Treasury disowns Sh785m wired to CBK in Germany

National Treasury Principal Secretary Julius Muia. PHOTO | SALATON NJAU | NMG

What you need to know:

  • Treasury Principal Secretary Julius Muia told Parliament on Wednesday that he was not aware of the overpayment to Kenya Power and the decision to refund the money through a CBK account in Frankfurt.
  • The German lender rejected the refund for excess payment of idle power charges paid in 2018, citing a lack of sufficient details of the ultimate beneficiary of the millions of shillings paid to the CBK account.
  • MPs put Dr Muia to task to explain why he was claiming ignorance despite being copied in three separate letters from LTWP informing Kenya Power of the excess payment and the German transaction.
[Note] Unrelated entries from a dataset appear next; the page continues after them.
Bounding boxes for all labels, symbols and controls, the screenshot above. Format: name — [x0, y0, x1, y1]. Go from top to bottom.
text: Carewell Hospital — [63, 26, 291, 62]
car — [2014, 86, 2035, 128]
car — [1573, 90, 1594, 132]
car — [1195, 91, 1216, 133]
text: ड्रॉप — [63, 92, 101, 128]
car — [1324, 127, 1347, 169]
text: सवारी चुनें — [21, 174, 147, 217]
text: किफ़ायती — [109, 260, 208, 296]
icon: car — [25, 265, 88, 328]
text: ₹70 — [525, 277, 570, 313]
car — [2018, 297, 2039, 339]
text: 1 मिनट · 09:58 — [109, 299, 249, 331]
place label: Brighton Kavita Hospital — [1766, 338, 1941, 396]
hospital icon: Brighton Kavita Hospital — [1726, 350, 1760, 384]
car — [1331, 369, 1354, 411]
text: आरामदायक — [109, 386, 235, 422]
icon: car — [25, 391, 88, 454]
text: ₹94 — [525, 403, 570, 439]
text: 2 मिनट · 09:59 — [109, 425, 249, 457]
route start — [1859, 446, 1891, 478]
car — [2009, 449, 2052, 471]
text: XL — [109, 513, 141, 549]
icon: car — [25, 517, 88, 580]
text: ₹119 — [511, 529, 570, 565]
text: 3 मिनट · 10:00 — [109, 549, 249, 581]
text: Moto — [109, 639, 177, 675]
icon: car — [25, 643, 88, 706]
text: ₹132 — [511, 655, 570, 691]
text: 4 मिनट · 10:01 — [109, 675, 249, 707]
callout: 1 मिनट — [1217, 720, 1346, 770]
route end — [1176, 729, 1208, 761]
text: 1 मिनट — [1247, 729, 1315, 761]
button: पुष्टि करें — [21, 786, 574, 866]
The Treasury has disowned a deal that saw Standard Chartered Bank in Frankfurt, Germany, reject Sh785 million wired into a Central Bank of Kenya (CBK) account by Lake Turkana Wind Power (LTWP) as refund for excess pay from Kenya Power.

Treasury Principal Secretary Julius Muia told Parliament on Wednesday that he was not aware of the overpayment to Kenya Power and the decision to refund the money through a CBK account in Frankfurt.

The German lender rejected the refund for excess payment of idle power charges paid in 2018, citing a lack of sufficient details of the ultimate beneficiary of the millions of shillings paid to the CBK account.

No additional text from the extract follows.